The judge accepted police evidence that in the volatile situation the police were facing it was impossible for them to distinguish between peaceful and violent demonstrators. He therefore held that the police had reason to believe that all those detained within the cordon were likely to commit breaches of the peace and that they were therefore entitled to detain them.
Between the first instance hearing and the Court of Appeal hearing, the House of Lords judgment in Laporte was handed down. Following Laporte, the Court of Appeal in Austin did not accept that the police had reasonable grounds to expect an imminent breach of the peace on the part of all persons within the cordon or on the part of Ms Austin or Mr Saxby. However, it upheld the judgment on the ground that necessity required the police to act as they had done in order to fulfil their duty to preserve the peace. This conclusion was upheld by the House of Lords.

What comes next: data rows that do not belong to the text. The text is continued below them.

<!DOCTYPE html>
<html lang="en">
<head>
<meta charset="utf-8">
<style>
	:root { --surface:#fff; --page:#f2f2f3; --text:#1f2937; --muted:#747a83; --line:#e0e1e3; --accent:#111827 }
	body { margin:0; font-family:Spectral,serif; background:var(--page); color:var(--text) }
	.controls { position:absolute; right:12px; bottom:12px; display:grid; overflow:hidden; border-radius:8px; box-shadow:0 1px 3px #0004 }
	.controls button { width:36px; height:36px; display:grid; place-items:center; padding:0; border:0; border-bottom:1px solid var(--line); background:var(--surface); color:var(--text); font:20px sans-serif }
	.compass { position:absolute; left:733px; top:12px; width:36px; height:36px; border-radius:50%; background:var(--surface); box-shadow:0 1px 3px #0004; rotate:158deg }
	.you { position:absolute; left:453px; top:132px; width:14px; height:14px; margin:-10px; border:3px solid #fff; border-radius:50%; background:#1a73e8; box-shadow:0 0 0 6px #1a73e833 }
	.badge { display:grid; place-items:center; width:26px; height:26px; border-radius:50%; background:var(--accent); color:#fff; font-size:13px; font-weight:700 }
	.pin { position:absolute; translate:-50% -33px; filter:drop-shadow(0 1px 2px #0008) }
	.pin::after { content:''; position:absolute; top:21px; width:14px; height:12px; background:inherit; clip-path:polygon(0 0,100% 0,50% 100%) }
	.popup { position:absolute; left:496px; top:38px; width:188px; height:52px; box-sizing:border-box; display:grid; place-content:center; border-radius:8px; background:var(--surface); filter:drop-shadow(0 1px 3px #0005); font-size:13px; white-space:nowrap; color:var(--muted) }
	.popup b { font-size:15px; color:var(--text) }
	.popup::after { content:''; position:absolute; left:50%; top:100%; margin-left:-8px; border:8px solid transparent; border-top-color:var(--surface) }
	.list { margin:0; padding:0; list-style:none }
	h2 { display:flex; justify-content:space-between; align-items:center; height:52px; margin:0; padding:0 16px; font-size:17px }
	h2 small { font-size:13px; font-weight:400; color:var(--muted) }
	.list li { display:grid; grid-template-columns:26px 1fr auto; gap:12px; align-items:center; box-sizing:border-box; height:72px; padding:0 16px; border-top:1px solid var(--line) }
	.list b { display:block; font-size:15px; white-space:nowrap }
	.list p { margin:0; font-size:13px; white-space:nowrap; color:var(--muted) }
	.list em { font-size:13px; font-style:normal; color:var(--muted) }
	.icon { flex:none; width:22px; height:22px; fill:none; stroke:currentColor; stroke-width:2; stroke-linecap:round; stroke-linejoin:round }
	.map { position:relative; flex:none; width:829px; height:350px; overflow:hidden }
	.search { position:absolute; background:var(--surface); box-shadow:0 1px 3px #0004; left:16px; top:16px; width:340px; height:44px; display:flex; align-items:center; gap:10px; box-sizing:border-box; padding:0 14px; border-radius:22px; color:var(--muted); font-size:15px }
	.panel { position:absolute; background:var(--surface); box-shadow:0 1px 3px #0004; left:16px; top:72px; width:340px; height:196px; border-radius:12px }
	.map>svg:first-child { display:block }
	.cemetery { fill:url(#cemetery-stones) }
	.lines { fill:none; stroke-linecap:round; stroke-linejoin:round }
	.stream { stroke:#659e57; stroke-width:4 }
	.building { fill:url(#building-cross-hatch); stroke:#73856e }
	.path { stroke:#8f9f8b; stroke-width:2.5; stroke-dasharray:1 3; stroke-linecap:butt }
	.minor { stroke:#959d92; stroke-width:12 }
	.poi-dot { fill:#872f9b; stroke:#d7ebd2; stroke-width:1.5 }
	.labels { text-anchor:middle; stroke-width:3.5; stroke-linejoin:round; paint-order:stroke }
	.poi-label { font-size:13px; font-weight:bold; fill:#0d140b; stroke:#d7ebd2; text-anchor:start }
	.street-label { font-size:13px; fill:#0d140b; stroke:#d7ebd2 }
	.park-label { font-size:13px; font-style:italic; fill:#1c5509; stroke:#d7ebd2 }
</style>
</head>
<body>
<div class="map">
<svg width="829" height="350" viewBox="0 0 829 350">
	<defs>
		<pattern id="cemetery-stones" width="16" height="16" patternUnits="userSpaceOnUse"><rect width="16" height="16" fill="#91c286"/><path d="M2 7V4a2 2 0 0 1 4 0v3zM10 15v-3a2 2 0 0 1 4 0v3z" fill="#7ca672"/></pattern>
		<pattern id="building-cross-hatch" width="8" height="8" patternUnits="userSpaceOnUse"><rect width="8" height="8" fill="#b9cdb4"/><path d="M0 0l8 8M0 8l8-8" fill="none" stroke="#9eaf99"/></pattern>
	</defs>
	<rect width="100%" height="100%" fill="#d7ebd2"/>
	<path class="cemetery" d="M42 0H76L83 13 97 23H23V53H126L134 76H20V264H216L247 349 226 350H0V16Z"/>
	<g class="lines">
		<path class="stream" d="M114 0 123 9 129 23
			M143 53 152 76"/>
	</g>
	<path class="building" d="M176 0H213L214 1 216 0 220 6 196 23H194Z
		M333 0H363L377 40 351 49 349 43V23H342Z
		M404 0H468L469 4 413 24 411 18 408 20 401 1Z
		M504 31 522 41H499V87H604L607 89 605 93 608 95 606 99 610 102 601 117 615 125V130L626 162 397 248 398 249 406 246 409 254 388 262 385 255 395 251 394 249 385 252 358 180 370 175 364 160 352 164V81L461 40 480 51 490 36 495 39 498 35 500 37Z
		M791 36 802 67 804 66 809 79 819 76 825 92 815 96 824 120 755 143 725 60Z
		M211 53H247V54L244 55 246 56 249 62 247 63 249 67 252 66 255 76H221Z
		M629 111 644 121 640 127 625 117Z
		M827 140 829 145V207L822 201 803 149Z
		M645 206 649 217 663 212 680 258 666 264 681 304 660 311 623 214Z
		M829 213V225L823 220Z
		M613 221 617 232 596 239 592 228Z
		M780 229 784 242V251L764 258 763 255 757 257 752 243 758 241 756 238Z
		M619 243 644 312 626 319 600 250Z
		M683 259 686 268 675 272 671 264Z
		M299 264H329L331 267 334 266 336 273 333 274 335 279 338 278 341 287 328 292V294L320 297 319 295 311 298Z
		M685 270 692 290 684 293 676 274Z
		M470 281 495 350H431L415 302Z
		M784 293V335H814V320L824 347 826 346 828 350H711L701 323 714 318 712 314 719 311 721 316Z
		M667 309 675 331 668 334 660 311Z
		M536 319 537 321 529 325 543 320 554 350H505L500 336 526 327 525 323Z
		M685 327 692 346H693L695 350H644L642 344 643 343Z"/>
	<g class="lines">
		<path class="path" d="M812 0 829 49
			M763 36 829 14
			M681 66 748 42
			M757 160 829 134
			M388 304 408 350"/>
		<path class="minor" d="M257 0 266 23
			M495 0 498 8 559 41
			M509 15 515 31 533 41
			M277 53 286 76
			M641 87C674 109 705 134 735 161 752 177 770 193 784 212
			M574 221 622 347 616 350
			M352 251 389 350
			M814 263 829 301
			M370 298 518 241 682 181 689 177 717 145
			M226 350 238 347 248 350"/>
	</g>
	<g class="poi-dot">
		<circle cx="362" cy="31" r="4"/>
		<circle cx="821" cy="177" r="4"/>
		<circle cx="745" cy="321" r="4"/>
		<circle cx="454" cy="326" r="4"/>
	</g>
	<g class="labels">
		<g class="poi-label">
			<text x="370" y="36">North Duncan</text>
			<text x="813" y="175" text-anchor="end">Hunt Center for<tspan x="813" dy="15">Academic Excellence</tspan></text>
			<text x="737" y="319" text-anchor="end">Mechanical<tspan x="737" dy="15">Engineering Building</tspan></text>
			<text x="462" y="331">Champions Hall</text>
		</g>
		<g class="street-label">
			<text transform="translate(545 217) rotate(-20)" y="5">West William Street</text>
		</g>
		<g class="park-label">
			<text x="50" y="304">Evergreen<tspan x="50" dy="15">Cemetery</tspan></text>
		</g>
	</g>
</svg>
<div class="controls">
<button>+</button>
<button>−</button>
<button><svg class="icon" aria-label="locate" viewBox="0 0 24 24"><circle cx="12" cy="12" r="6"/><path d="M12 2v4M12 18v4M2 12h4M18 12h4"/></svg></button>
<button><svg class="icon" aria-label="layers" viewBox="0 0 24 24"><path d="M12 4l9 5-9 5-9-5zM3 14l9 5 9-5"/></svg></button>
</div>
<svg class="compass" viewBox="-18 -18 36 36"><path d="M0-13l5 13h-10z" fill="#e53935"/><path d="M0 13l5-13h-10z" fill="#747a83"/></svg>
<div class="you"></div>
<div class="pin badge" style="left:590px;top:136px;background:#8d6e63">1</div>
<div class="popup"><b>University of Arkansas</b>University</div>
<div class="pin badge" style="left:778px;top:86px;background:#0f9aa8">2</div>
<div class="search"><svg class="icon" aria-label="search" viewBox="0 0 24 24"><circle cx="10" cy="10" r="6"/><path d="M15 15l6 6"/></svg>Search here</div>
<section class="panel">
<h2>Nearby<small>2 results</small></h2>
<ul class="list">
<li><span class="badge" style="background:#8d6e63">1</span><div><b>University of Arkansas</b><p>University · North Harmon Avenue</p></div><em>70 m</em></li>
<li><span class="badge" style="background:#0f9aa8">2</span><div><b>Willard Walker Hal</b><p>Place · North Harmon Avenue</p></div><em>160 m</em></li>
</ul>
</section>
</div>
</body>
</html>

The situation faced by the police on 1 May 2001 was an abnormal one far removed from most demonstrations. The fact remains that Ms Austin, who had committed no offence, was detained for seven hours in the rain without access to water, food, toilet facilities or shelter.
The Austin judgments emphasise police concern that the crowd situation threatened public safety as well as public order, with references to the death of Kevin Gately in Red Lion Square in 1974 and to the Hillsborough disaster. However, Lord Neuberger went so far as to compare the situation with detention of innocent persons by police in order to protect their safety while a deranged gunman was on the loose, and stated that people who went on a demonstration should be deemed to consent to detention in the street for seven hours if police crowd control arrangements necessitated it.

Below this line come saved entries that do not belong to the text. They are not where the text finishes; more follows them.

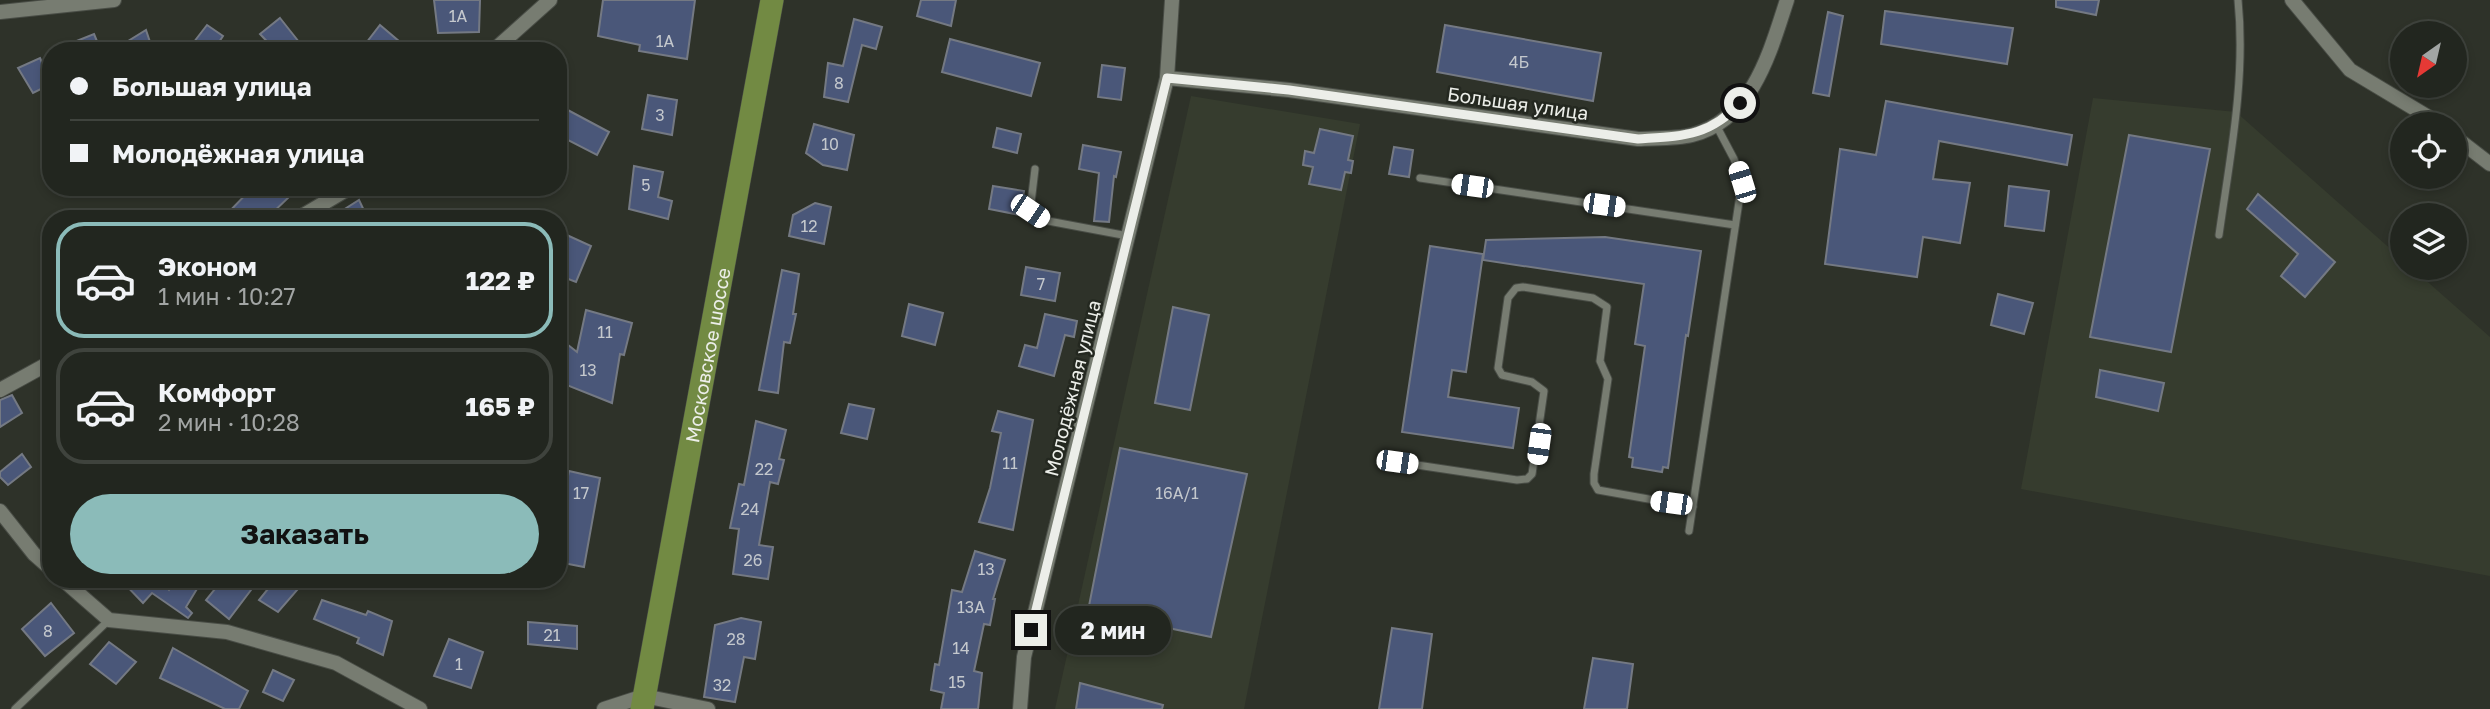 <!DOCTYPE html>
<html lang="ru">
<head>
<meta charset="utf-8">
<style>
  body { margin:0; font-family:"Golos Text",sans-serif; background:#2e322c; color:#f1f3f6; height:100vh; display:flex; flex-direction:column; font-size:26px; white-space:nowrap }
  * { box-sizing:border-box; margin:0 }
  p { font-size:23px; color:#a2a5a4 }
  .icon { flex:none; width:38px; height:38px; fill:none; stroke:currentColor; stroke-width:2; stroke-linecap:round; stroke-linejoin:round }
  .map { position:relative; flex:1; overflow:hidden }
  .panel { position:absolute; left:42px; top:210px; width:525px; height:378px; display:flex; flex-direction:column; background:#22261f; border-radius:28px; box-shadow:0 4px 10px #0003,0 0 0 2px #3f433d }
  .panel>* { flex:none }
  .guide { position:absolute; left:42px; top:42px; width:525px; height:154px; border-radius:28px; box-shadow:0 4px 10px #0003,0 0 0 2px #3f433d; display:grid; align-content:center; height:154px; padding:0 28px; background:#22261f }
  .needle { width:46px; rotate:214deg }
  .buttons { position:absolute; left:2390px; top:21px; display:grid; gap:14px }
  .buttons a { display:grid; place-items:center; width:77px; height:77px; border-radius:50%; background:#22261f; box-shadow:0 4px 10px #0003,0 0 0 2px #3f433d; font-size:35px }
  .end { position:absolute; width:32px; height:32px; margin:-16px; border:9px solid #eceee9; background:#111; box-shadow:0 0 0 4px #111 }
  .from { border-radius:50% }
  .bubble { position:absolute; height:49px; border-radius:24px; background:#22261f; box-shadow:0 4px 10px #0003,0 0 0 2px #3f433d; font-size:23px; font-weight:700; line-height:49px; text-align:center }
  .car { position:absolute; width:21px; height:42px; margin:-21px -10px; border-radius:9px; box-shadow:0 0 5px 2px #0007; background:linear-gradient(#fff 24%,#345 0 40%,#fff 0 76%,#345 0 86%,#fff 0) }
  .guide b { display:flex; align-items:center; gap:24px; height:66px; font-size:26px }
  .guide b+b { border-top:2px solid #3f433d }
  .guide i { width:18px; height:18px; background:#f1f3f6 }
  ul { padding:12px 0 0; list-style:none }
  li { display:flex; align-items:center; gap:21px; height:116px; margin:0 14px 10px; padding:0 14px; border:4px solid #3f433d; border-radius:28px }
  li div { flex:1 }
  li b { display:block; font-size:26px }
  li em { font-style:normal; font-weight:700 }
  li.selected { border-color:#8bbbb9 }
  li>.icon { width:63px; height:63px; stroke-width:1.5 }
  .primary-button { display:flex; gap:14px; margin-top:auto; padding:14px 28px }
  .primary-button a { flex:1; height:80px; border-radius:42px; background:#8bbbb9; color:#111; font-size:28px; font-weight:700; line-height:80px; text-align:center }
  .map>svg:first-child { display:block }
</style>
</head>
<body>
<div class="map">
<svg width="2490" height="709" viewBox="0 0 2490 709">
  <rect width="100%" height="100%" fill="#2e3229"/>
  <g fill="#363c2e">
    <polygon points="1191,96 1360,124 1244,709 1055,709"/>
    <polygon points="2093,98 2236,112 2403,260 2403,268 2412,268 2490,337 2490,576 2021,489"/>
  </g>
  <g fill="#4a5779" stroke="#747983" stroke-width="2">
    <polygon points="434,0 480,0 479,32 438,33"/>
    <polygon points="603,0 695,0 687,59 639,51 640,45 598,36"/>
    <polygon points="921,0 956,0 951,26 917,16"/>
    <polygon points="2056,0 2099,0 2096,15 2056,7"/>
    <polygon points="1885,11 2013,28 2007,64 1881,44"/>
    <polygon points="1828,12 1843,16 1829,96 1813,93"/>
    <polygon points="280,18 299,42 288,51 276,51 260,34"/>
    <polygon points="854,19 882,27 876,49 862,45 848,102 824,97 828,63 843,66"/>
    <polygon points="207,25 223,36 213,51 187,51"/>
    <polygon points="380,25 400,42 394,51 360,51"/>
    <polygon points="1445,25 1601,53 1593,101 1437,72"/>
    <polygon points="146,30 153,51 112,51"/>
    <polygon points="94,34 101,51 54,51 54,50"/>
    <polygon points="950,39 1040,63 1031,96 942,72"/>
    <polygon points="40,58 51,84 33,93 18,68"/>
    <polygon points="1102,65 1125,68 1121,100 1098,97"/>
    <polygon points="648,95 677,100 672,135 642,129"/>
    <polygon points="1886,101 2072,135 2067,165 1939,141 1933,179 1970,183 1960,243 1923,237 1917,277 1825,264 1840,149 1876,155"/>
    <polygon points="564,108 609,132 597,155 558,135 558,120"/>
    <polygon points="814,124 854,135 847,170 823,165 806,153"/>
    <polygon points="997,128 1021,134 1017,153 993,147"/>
    <polygon points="1320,129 1353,136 1348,160 1353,161 1351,173 1345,172 1341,190 1309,184 1313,167 1303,165 1305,151 1314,153"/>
    <polygon points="2129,135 2210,149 2171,352 2090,337"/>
    <polygon points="1083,145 1121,152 1116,177 1114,176 1109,222 1094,221 1099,173 1079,169"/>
    <polygon points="1394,147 1413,150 1409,177 1389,174"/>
    <polygon points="634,166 663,172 658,197 672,201 668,219 629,209"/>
    <polygon points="993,186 1024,191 1020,215 989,209"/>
    <polygon points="2009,186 2049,191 2044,231 2005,226"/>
    <polygon points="253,187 281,187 290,196 266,219 222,219"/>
    <polygon points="2258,194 2335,262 2305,297 2281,276 2298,254 2247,209"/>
    <polygon points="359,200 368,219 329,219"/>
    <polygon points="815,203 831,207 824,244 789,236 793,215"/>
    <polygon points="558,231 591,246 576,282 558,275"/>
    <polygon points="1605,237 1701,251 1688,336 1686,335 1668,468 1663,467 1662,472 1632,467 1633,458 1629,457 1645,346 1635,344 1644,284 1483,260 1486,240"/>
    <polygon points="1430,246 1483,254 1466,372 1452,370 1448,397 1519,408 1513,448 1402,432"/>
    <polygon points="1026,267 1060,273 1055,301 1021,295"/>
    <polygon points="782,270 799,274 793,314 796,314 790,343 784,342 778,393 759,390"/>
    <polygon points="1998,294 2033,303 2024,334 1991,325"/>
    <polygon points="909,304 943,313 935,345 902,336"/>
    <polygon points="1173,307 1209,315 1190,410 1155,403"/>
    <polygon points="586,310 632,323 624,355 620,354 612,403 569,386 558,377 558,337 577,352"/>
    <polygon points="1045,314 1077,321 1074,337 1065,335 1054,376 1019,366 1025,345 1037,348"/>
    <polygon points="2100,370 2164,383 2158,411 2096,397"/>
    <polygon points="12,395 22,413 0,427 0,400"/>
    <polygon points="849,404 874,409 867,439 841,433"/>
    <polygon points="998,411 1033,420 1013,530 979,522 990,488 1001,433 992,431"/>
    <polygon points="756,421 786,430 779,459 784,460 778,484 770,482 759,545 773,547 768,579 733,574 739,529 730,528 739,484 744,485"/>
    <polygon points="1120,448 1247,474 1211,637 1088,611"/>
    <polygon points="22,454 31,467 8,485 0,477 0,472"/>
    <polygon points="569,471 600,478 584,567 558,562 558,526"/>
    <polygon points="975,551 1005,560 993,599 995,599 990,625 984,624 974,671 982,673 978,709 941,709 944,693 931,690 935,664 939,665 952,590 962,592"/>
    <polygon points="120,579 165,579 162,582 169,590 177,579 203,579 186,607 192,613 188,618 152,593 143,603"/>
    <polygon points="223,579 237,579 251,590 229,619 206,600"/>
    <polygon points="276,579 285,579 298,589 278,612 259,600"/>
    <polygon points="322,600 366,615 368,611 392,621 383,655 357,643 359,638 314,619"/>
    <polygon points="51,603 74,633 45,656 22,629"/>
    <polygon points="741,618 761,622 755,659 744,657 735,702 704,697 715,625"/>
    <polygon points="528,622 577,626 577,649 528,644"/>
    <polygon points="1392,628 1432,634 1422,709 1379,709"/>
    <polygon points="449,639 483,652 471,688 434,676"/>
    <polygon points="109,642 136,662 116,684 90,664"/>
    <polygon points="173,648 248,691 239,709 225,709 160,678"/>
    <polygon points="1593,658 1633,664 1627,709 1584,709"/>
    <polygon points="273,670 294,680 283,701 263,692"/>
    <polygon points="1080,683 1163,705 1162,709 1076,709"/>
  </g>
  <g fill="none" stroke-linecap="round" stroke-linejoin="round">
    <defs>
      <g id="service">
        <polyline points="1035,169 1030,211 1043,220 1128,236"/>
        <polyline points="1420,178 1735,225"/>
        <path d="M2219 235C2230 157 2246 79 2238 0"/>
        <polyline points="1397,462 1517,480 1527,479 1532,474 1544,391 1532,382 1502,375 1498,368 1508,298 1516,288 1523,287 1593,298 1607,307 1600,361 1608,379 1594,474 1594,483 1598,490 1693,507"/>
        <polyline points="1689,531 1742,182 1734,159 1716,125"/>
        <polyline points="15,709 109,620"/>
      </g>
      <g id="minor">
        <polyline points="2292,0 2350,70 2440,124"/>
        <polyline points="0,12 114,0"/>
        <polyline points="493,51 550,0"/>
        <path d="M1167 78 1289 90 1638 139C1655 138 1676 139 1692 135 1753 119 1770 52 1787 0"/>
        <polyline points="2455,137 2490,164"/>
        <polyline points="297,219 351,187"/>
        <polyline points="0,390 51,362"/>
        <polyline points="0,511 34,554 51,569"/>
        <polyline points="62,579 109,620 227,632 336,663 420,709"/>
        <polyline points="604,709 644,696 708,709"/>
        <polyline points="1020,709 1024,657 1167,78 1172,0"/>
      </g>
      <g id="primary">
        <path id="s1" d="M642 709 772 0"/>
      </g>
    </defs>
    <use href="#service" stroke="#494d46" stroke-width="9"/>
    <use href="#minor" stroke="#494d46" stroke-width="16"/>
    <use href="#primary" stroke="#494d46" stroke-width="24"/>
    <use href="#service" stroke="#777c71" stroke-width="7"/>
    <use href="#minor" stroke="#777c71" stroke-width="14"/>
    <use href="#primary" stroke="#728a43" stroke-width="23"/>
  </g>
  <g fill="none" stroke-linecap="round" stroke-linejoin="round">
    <path stroke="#eceee9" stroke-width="9" d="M1031 630 1167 78 1289 90 1638 139C1681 136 1709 137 1740 103"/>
  </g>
  <g text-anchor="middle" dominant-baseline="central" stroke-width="5" stroke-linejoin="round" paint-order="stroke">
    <g font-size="16" fill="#c4c8cd">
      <text x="458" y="16">1А</text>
      <text x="665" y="41">1А</text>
      <text x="1519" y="62">4Б</text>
      <text x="839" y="83">8</text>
      <text x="660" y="115">3</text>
      <text x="830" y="144">10</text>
      <text x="646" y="185">5</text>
      <text x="809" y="226">12</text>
      <text x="1041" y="284">7</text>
      <text x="605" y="332">11</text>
      <text x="588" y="370">13</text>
      <text x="1010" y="463">11</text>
      <text x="764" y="469">22</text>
      <text x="581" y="493">17</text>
      <text x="1177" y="493">16A/1</text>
      <text x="750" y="509">24</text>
      <text x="753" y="560">26</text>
      <text x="986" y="569">13</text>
      <text x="971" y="607">13А</text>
      <text x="48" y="631">8</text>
      <text x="552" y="635">21</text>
      <text x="736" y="639">28</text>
      <text x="961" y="648">14</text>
      <text x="459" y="664">1</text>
      <text x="957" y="682">15</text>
      <text x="722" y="685">32</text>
    </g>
    <g font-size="19" fill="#eceee9" stroke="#242820">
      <text transform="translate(1518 103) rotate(8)">Большая улица</text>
      <text stroke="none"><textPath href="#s1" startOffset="360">Московское шоссе</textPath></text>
      <text transform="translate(1072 388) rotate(-76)">Молодёжная улица</text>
    </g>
  </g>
</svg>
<div class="buttons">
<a><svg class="needle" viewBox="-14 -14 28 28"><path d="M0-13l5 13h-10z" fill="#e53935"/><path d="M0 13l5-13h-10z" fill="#a2a5a4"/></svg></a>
<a><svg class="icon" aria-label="locate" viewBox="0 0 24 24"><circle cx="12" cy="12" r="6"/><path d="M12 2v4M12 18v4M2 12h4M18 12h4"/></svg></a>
<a><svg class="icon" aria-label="layers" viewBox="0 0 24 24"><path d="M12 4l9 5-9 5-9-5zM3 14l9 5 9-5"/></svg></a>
</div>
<i class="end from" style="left:1740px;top:103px"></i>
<i class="end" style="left:1031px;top:630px"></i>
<div class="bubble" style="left:1055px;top:606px;width:116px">2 мин</div>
<i class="car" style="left:1742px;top:182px;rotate:343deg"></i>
<i class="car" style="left:1472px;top:186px;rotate:278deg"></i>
<i class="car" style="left:1604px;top:205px;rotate:98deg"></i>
<i class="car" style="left:1030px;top:211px;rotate:124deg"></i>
<i class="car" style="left:1539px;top:444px;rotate:188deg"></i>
<i class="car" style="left:1397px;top:462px;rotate:98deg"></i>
<i class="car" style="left:1671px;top:503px;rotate:278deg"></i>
<div class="guide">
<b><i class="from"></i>Большая улица</b>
<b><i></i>Молодёжная улица</b>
</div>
<section class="panel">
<ul>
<li class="selected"><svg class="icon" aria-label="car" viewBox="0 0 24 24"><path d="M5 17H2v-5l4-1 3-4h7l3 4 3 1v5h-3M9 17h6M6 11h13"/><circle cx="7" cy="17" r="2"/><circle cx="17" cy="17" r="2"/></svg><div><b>Эконом</b><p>1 мин · 10:27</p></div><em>122 ₽</em></li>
<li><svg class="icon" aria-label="car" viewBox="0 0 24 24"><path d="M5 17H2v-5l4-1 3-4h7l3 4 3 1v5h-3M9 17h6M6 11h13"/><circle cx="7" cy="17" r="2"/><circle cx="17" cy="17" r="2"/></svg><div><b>Комфорт</b><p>2 мин · 10:28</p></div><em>165 ₽</em></li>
</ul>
<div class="primary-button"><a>Заказать</a></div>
</section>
</div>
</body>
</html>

Such unreasonable 'deemed consent' would emasculate the right to demonstrate. While forced detention without arrest for an hour might in extreme circumstances be justifiable, detention for seven hours, so that demonstrators are reduced to using the toilet in the street, is not. The Neuberger approach would also logically mean that not only demonstrators but anyone who happened to be in the wrong place at the wrong time could expect to be detained in the street for hours if this suited police operational crowd control requirements. This approach does not strike a reasonable balance between the needs of public order and the rights of the citizen. It is to be hoped that at least this part of the House of Lords' judgment is rejected by the European Court of Human Rights.